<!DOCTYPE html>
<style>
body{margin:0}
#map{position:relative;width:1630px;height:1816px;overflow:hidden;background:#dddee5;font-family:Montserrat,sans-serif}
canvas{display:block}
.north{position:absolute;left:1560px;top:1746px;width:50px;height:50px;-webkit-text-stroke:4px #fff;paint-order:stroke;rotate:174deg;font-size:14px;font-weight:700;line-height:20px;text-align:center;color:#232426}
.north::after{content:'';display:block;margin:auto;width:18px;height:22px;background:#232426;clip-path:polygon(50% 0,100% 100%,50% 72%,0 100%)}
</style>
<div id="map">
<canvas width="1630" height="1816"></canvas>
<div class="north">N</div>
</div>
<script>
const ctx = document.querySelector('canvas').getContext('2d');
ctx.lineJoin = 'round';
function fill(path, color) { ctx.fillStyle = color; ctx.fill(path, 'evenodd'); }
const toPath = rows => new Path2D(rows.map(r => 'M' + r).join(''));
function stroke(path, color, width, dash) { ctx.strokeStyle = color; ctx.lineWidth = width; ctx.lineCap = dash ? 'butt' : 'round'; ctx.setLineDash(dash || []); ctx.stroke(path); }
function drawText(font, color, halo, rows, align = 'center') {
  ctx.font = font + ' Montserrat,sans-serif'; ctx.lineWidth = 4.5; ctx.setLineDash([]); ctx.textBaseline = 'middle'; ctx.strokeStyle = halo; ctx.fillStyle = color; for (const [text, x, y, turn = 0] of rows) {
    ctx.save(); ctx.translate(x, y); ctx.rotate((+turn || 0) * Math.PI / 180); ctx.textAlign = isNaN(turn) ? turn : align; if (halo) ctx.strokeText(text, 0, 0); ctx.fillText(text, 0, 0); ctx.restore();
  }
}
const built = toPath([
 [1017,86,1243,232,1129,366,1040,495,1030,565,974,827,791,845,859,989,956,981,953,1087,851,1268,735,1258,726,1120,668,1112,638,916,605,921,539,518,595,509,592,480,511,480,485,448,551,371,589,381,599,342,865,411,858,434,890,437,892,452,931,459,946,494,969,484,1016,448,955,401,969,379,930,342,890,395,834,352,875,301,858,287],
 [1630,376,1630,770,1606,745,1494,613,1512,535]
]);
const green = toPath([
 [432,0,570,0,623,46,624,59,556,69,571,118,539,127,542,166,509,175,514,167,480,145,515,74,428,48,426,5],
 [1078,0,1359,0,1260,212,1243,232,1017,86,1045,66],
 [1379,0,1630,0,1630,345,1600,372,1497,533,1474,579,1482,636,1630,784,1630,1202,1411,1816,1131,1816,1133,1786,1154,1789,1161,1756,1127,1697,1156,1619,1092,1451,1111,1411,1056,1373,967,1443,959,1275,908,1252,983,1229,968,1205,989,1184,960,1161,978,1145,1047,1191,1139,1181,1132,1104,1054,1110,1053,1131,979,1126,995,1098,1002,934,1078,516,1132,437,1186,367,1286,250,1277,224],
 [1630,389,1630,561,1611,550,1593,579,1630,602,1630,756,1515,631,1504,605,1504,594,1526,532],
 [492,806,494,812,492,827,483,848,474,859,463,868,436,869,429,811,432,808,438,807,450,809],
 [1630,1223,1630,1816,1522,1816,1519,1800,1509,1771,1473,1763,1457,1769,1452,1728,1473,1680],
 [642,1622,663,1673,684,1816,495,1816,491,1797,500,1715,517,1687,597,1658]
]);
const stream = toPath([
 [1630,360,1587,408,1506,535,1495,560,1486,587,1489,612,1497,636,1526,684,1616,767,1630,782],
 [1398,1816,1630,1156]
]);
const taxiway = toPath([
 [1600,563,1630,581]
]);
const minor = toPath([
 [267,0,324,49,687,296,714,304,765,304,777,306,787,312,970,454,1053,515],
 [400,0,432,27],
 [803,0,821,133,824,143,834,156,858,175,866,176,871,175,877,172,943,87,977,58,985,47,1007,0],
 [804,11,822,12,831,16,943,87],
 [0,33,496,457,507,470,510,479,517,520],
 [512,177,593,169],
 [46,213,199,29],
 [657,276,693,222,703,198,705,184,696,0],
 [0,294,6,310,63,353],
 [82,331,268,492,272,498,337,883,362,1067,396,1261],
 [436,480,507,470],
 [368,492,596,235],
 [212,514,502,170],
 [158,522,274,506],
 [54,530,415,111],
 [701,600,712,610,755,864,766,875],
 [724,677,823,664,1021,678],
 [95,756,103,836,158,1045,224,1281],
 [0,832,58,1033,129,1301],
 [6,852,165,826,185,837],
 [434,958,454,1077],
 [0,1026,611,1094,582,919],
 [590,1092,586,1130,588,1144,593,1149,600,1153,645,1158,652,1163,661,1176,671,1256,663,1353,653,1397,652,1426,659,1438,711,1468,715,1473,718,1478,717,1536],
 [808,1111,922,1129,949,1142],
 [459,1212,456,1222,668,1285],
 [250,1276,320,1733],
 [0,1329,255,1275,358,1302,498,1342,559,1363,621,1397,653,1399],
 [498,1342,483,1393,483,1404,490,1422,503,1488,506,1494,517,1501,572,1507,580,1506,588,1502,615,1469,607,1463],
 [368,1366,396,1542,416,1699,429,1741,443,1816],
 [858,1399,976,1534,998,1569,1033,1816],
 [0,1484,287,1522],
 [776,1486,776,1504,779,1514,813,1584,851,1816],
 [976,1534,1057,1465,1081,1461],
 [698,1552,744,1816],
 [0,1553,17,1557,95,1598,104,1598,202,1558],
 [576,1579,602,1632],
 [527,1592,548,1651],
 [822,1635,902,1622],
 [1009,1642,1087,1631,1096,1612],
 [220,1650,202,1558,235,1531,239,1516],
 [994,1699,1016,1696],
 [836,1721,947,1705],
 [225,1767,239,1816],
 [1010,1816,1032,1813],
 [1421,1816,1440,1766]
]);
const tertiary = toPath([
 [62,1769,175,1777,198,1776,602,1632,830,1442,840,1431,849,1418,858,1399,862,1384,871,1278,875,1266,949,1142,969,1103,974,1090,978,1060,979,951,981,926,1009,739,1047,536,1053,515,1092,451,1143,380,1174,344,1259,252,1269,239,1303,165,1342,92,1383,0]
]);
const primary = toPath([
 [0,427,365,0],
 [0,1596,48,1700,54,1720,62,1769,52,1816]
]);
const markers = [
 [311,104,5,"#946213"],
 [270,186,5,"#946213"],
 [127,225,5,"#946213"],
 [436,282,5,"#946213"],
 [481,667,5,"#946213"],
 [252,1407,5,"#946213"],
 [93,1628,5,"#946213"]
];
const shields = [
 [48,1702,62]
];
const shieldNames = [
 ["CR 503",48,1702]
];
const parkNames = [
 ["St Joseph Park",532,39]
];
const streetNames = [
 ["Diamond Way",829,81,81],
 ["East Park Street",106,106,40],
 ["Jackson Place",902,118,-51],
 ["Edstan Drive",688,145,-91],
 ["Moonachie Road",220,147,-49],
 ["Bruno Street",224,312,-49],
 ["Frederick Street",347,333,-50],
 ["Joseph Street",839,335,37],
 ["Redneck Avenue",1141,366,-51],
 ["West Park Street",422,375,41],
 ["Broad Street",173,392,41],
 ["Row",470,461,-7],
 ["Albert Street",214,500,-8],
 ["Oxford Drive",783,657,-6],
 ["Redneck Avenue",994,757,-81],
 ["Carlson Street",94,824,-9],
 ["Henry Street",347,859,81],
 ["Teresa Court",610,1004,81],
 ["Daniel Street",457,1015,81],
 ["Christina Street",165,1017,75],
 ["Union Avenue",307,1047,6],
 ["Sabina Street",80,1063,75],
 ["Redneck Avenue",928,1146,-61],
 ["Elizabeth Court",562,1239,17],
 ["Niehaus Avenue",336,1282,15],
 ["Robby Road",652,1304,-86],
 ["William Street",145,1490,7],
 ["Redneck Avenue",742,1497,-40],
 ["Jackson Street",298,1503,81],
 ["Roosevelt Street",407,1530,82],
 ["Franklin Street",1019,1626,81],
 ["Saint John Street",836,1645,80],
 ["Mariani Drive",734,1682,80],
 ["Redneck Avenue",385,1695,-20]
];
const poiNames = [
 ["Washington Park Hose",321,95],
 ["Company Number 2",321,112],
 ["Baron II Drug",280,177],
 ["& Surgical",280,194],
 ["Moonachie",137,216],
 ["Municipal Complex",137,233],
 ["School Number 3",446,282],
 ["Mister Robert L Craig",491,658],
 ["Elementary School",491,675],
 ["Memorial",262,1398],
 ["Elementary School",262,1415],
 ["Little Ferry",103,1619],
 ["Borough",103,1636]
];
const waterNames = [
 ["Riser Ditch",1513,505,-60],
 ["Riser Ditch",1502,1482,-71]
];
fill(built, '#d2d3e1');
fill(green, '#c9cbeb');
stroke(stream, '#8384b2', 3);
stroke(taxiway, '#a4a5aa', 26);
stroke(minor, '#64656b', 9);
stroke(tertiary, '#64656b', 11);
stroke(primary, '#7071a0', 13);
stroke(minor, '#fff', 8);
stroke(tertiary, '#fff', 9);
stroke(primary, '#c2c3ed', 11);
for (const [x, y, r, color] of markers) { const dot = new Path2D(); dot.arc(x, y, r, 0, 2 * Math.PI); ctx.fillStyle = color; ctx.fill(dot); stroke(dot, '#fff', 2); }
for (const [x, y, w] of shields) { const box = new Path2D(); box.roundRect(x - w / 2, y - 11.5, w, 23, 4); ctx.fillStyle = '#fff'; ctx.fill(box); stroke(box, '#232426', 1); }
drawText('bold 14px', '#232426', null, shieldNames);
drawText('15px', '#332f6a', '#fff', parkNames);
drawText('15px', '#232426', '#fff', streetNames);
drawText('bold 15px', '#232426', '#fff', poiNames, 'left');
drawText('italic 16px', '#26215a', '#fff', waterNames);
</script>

★ ★ ★ ★ ★ ★ ★

Your assignment »
Check each line above for the string "setLineDash", then copy the ones that have it.

Response to the exercise »
function stroke(path, color, width, dash) { ctx.strokeStyle = color; ctx.lineWidth = width; ctx.lineCap = dash ? 'butt' : 'round'; ctx.setLineDash(dash || []); ctx.stroke(path); }
  ctx.font = font + ' Montserrat,sans-serif'; ctx.lineWidth = 4.5; ctx.setLineDash([]); ctx.textBaseline = 'middle'; ctx.strokeStyle = halo; ctx.fillStyle = color; for (const [text, x, y, turn = 0] of rows) {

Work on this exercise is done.